EXERCISE PROMPT: Look for "sheet" in each line of the entries, and return the matching lines.

Stored data:
%%

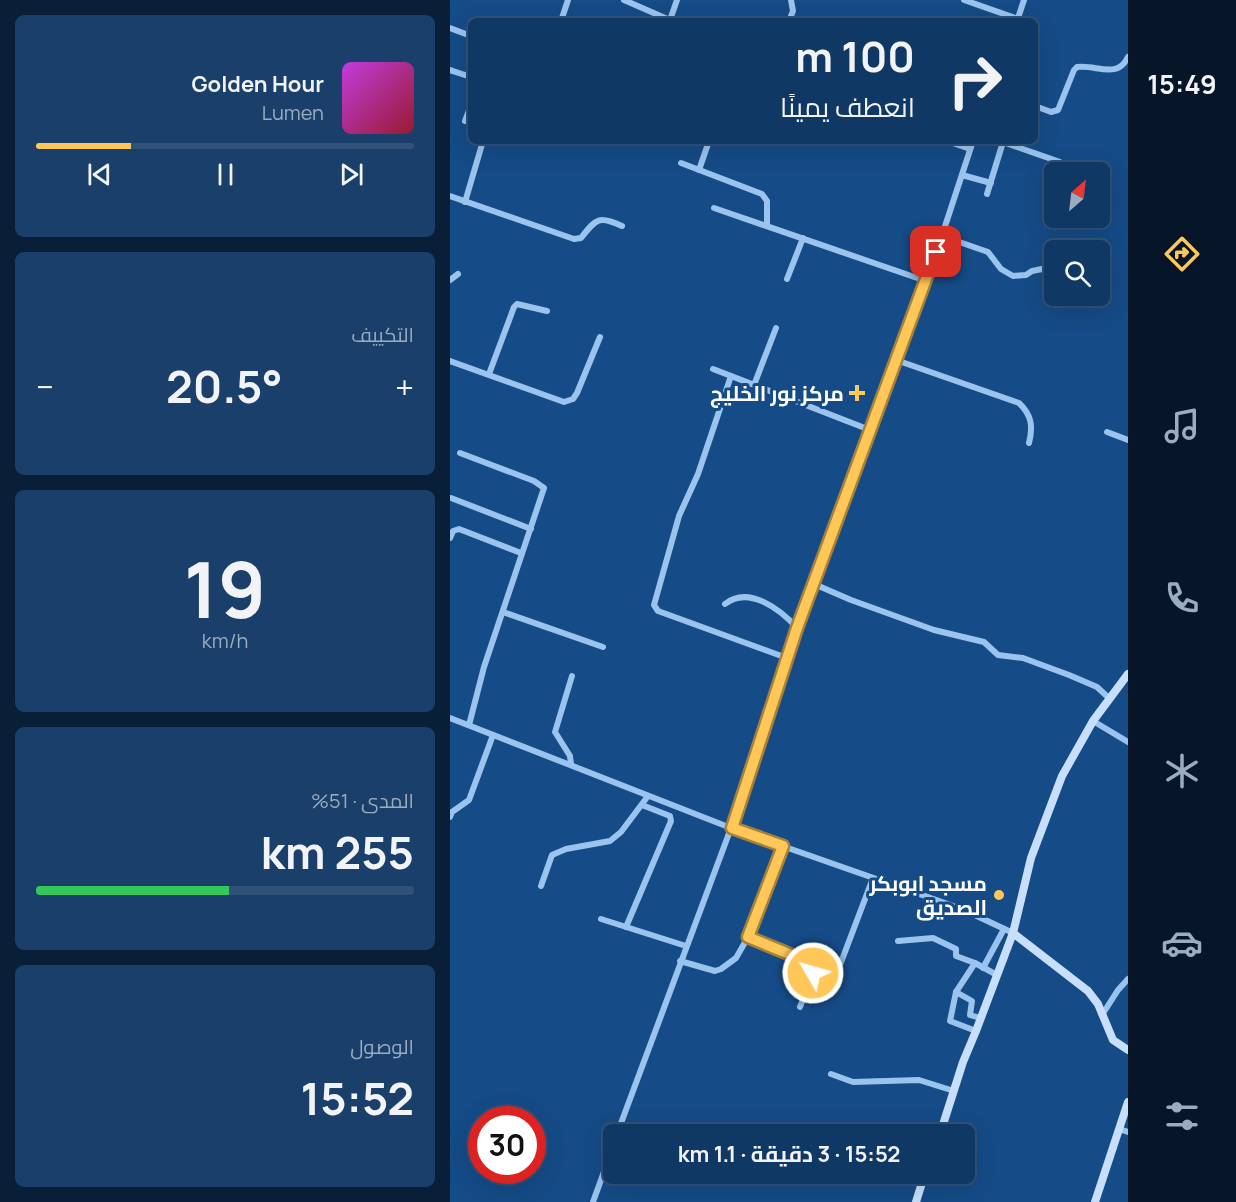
<!DOCTYPE html>
<html lang="ar">
<meta charset="utf-8">
<style>
body{margin:0;font-family:Manrope,Cairo,sans-serif;background:#193f6a;color:#f1f3f6;direction:rtl;height:100vh;display:flex;flex-direction:column;font-size:22px;white-space:nowrap}
*{box-sizing:border-box;margin:0}
p{font-size:20px;color:#9cacbf}
.icon{flex:none;width:33px;height:33px;fill:none;stroke:currentColor;stroke-width:2;stroke-linecap:round;stroke-linejoin:round}
.map{position:relative;flex:1;overflow:hidden;direction:ltr}
.sheet{display:flex;flex-direction:column;gap:15px;padding:15px;background:#091f37;width:450px}
.sheet>*{flex:none}
.banner{position:absolute;left:18px;top:18px;width:570px;height:126px;border-radius:9px;box-shadow:0 6px 24px #0002,0 0 0 2px #305278;direction:rtl;background:#103864;color:#f1f3f6;overflow:hidden}
.needle{width:39px;rotate:28deg}
.controls{position:absolute;left:594px;top:162px;display:grid;gap:12px}
.controls a{display:grid;place-items:center;width:66px;height:66px;border-radius:9px;background:#103864;box-shadow:0 6px 24px #0002,0 0 0 2px #305278;font-size:30px}
.speed{position:absolute;left:18px;top:1106px;display:flex;gap:12px;font-size:30px;font-weight:700;text-align:center}
.speed>*{display:grid;place-content:center;width:78px;height:78px;border-radius:50%;background:#103864;box-shadow:0 6px 24px #0002,0 0 0 2px #305278;line-height:1}
.speed .limit{border:9px solid #d22;background:#fff;color:#111}
.pin{position:absolute;display:grid;place-items:center;width:51px;height:51px;color:#fff;margin:-26px;border-radius:12px;box-shadow:0 3px 9px #0006}
.me{position:absolute;width:66px;margin:-33px;rotate:308deg;stroke-linejoin:round;filter:drop-shadow(0 0 4px #0008)}
.turn{display:flex;align-items:center;gap:21px;height:126px;padding:0 24px;font-size:27px}
.turn .icon{width:78px;height:78px;stroke-width:2.5}
.turn b{display:block;font-size:42px;line-height:51px}
.big{font-size:45px;font-weight:700;line-height:1.1}
.sheet .widget{flex:1;display:flex;flex-direction:column;justify-content:center;gap:9px;min-width:0;padding:0 21px;border-radius:9px;background:#193f6a}
.sheet .dial{align-items:center;gap:0}
.dial b{font-size:78px;line-height:1}
.song{display:flex;align-items:center;gap:18px}
.cover{width:72px;height:72px;border-radius:9px;background:linear-gradient(135deg,hsl(290 70% 55%),hsl(350 70% 35%))}
.played{height:6px;border-radius:3px;background:linear-gradient(90deg,#ffc757 25%,#305278 25%)}
.keys{display:flex;justify-content:space-around;direction:ltr}
.heat{display:flex;justify-content:space-between;align-items:center;font-size:33px;direction:ltr}
.charge{height:9px;border-radius:4px;background:linear-gradient(90deg,#34c759 51%,#305278 0)}
.trip{position:absolute;left:153px;top:1124px;width:372px;height:60px;border-radius:9px;background:#103864;box-shadow:0 6px 24px #0002,0 0 0 2px #305278;font-weight:700;line-height:60px;text-align:center;direction:rtl}
main{display:flex;flex:1;min-height:0}
.tab-bar{display:flex;flex-direction:column;width:108px;justify-content:space-around;align-items:center;background:#061628;color:#9cacbf}
.tab-bar .icon{width:42px;height:42px}
.tab-bar .selected{color:#ffc757}
.tab-bar b{font-size:27px;color:#f1f3f6}
.map>svg:first-child{display:block}
.lines{fill:none;stroke-linecap:round;stroke-linejoin:round}
.street{stroke:#9ac4ee;stroke-width:6}
.secondary{stroke:#c7dffa;stroke-width:8}
.route-casing{stroke:#a68139;stroke-width:15}
.route{stroke:#ffc757;stroke-width:10}
.poi-dot{fill:#ffc757;stroke:#154b86;stroke-width:2}
.labels{text-anchor:middle;dominant-baseline:central;stroke-width:6;stroke-linejoin:round;paint-order:stroke}
.poi-label{font-size:21px;font-weight:bold;fill:#fff;stroke:#154b86;text-anchor:end}
</style>
<main>
<nav class="tab-bar">
<b>15:49</b>
<svg class="icon selected" aria-label="directions" viewBox="0 0 24 24"><path d="M12 3l9 9-9 9-9-9zM9 14v-3h6M13 9l2 2-2 2"/></svg>
<svg class="icon" aria-label="music" viewBox="0 0 24 24"><path d="M9 18V5l10-2v13"/><circle cx="6" cy="18" r="3"/><circle cx="16" cy="16" r="3"/></svg>
<svg class="icon" aria-label="phone" viewBox="0 0 24 24"><path d="M5 4h4l2 5-3 2q2 4 5 5l2-3 5 2v4C11 20 4 13 5 4z"/></svg>
<svg class="icon" aria-label="climate" viewBox="0 0 24 24"><path d="M12 3v18M4 7l16 10M4 17L20 7"/></svg>
<svg class="icon" aria-label="car" viewBox="0 0 24 24"><path d="M5 17H2v-5l4-1 3-4h7l3 4 3 1v5h-3M9 17h6M6 11h13"/><circle cx="7" cy="17" r="2"/><circle cx="17" cy="17" r="2"/></svg>
<svg class="icon" aria-label="filters" viewBox="0 0 24 24"><path d="M4 7h16M4 17h16"/><circle cx="9" cy="7" r="2"/><circle cx="15" cy="17" r="2"/></svg>
</nav>
<div class="map">
<svg width="678" height="1202" viewBox="0 0 678 1202">
<rect width="100%" height="100%" fill="#154b86"/>
<g class="lines">
<!-- street -->
<g class="street">
<polyline points="174,0 222,21"/>
<polyline points="514,0 568,19"/>
<polyline points="220,20 227,0"/>
<polyline points="111,21 118,0"/>
<polyline points="339,21 343,11 341,0"/>
<polyline points="567,21 574,0"/>
<polyline points="0,28 21,36"/>
<polyline points="0,70 21,77"/>
<path d="M585,106L601,112L608,110L624,70L627,67C646,64 667,80 678,57"/>
<polyline points="15,121 21,105"/>
<polyline points="497,141 520,149"/>
<polyline points="550,141 610,162 615,166 616,172"/>
<polyline points="231,163 312,194 317,201 317,225"/>
<polyline points="249,170 259,141"/>
<polyline points="512,175 541,183"/>
<polyline points="537,194 553,142"/>
<path d="M0,196L124,239L131,238C146,219 148,215 172,226"/>
<polyline points="15,202 33,141"/>
<polyline points="264,208 476,281"/>
<polyline points="602,219 604,212"/>
<polyline points="492,236 538,252 551,269 563,276 576,275 582,271 592,269 604,271"/>
<polyline points="337,279 353,238"/>
<polyline points="0,280 8,274"/>
<path d="M446,360L569,403C582,415 583,427 579,443"/>
<polyline points="0,361 114,402 123,399 127,393 150,337"/>
<polyline points="263,369 420,430"/>
<polyline points="39,374 64,307 67,304 97,311"/>
<polyline points="281,376 248,474 229,516 204,605 208,611 337,658"/>
<polyline points="304,385 326,328"/>
<polyline points="657,432 678,440"/>
<polyline points="10,453 84,481 94,488 34,667 19,725"/>
<polyline points="1,498 81,529"/>
<polyline points="0,538 3,531 9,529 71,553"/>
<polyline points="364,584 401,600 484,630 534,642 548,655 573,658 619,675 647,687 660,699"/>
<path d="M275,604C299,585 331,610 347,628"/>
<polyline points="53,612 153,647"/>
<polyline points="0,718 281,828 512,909 563,933"/>
<polyline points="643,721 678,742"/>
<polyline points="121,764 120,756 105,732 122,676"/>
<polyline points="0,817 2,812 19,800 43,735"/>
<polyline points="91,886 102,855 116,849 160,841 171,832 198,796"/>
<polyline points="151,919 236,946"/>
<polyline points="176,927 221,821 220,816 192,805"/>
<polyline points="298,937 361,965 363,973 350,1007"/>
<polyline points="448,941 483,938 506,949 506,956 525,963"/>
<polyline points="230,961 265,971 271,969 286,958 298,937 334,846"/>
<polyline points="533,968 554,929"/>
<polyline points="360,979 379,966 390,965 423,878"/>
<polyline points="506,992 525,963 547,975"/>
<polyline points="652,1015 668,990 678,979"/>
<polyline points="526,1031 500,1021 506,992 522,1001 520,1015 530,1018"/>
<polyline points="381,1074 403,1082 469,1080 504,1091"/>
<polyline points="669,1129 678,1132"/>
<polyline points="167,1134 281,828 347,628 481,269 523,141"/>
<polyline points="499,1181 508,1173"/>
<polyline points="143,1202 164,1144"/>
</g>
<!-- secondary -->
<g class="secondary">
<polyline points="563,933 638,991 648,1004 663,1040 678,1050"/>
<polyline points="490,1134 513,1062 526,1031 563,933 581,858 612,776 643,721 678,674"/>
<polyline points="466,1202 475,1173"/>
<polyline points="645,1202 678,1102"/>
</g>
</g>
<g class="lines">
<!-- route casing -->
<g class="route-casing">
<polyline id="route" points="363,973 361,965 356,961 298,937 333,846 282,828 347,628 486,252"/>
</g>
<!-- route -->
<use href="#route" class="route"/>
</g>
<!-- markers -->
<g class="poi-dot">
<path d="M404 384h6v6h6v6h-6v6h-6v-6h-6v-6h6z"/>
<circle cx="549" cy="895" r="6"/>
</g>
<g class="labels">
<!-- poi labels -->
<g class="poi-label">
<text x="394" y="393">مركز نور الخليج</text>
<text x="537" y="883">مسجد ابوبكر<tspan x="537" dy="24">الصديق</tspan></text>
</g>
</g>
</svg>
<div class="controls">
<a><svg class="needle" viewBox="-14 -14 28 28"><path d="M0-13l5 13h-10z" fill="#e53935"/><path d="M0 13l5-13h-10z" fill="#9cacbf"/></svg></a>
<a><svg class="icon" aria-label="search" viewBox="0 0 24 24"><circle cx="10" cy="10" r="6"/><path d="M15 15l6 6"/></svg></a>
</div>
<div class="speed"><div class="limit">30</div></div>
<div class="pin" style="left:486px;top:252px;background:#d93025"><svg class="icon" aria-label="arrive" viewBox="0 0 24 24"><path d="M6 21V4h12l-3 4 3 4H6"/></svg></div>
<svg class="me" style="left:363px;top:973px" viewBox="-20 -20 40 40"><circle r="17" fill="#ffc757" stroke="#fff" stroke-width="3"/><path d="M0-11L8 9 0 5-8 9z" fill="#fff"/></svg>
<div class="trip">15:52 · 3 دقيقة · 1.1 km</div>
<div class="banner">
<div class="turn"><svg class="icon" aria-label="right" viewBox="0 0 24 24"><path d="M7 20v-9h11M14 6l5 5-5 5"/></svg><div><b>100 m</b>انعطف يمينًا</div></div>
</div>
</div>
<section class="sheet">
<div class="widget">
<div class="song"><i class="cover"></i><div><b>Golden Hour</b><p>Lumen</p></div></div>
<div class="played"></div>
<div class="keys"><svg class="icon" aria-label="previous" viewBox="0 0 24 24"><path d="M18 5L8 12l10 7zM5 5v14"/></svg><svg class="icon" aria-label="pause" viewBox="0 0 24 24"><path d="M8 5v14M16 5v14"/></svg><svg class="icon" aria-label="next" viewBox="0 0 24 24"><path d="M6 5l10 7-10 7zM19 5v14"/></svg></div>
</div>
<div class="widget"><p>التكييف</p>
<div class="heat"><a>−</a><b class="big">20.5°</b><a>+</a></div>
</div>
<div class="widget dial"><b>19</b><p>km/h</p></div>
<div class="widget"><p>المدى · 51%</p><b class="big">255 km</b><div class="charge"></div></div>
<div class="widget"><p>الوصول</p><b class="big">15:52</b></div>
</section>
</main>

%%

SOLUTION FOR THIS EXERCISE:
.sheet{display:flex;flex-direction:column;gap:15px;padding:15px;background:#091f37;width:450px}
.sheet>*{flex:none}
.sheet .widget{flex:1;display:flex;flex-direction:column;justify-content:center;gap:9px;min-width:0;padding:0 21px;border-radius:9px;background:#193f6a}
.sheet .dial{align-items:center;gap:0}
<section class="sheet">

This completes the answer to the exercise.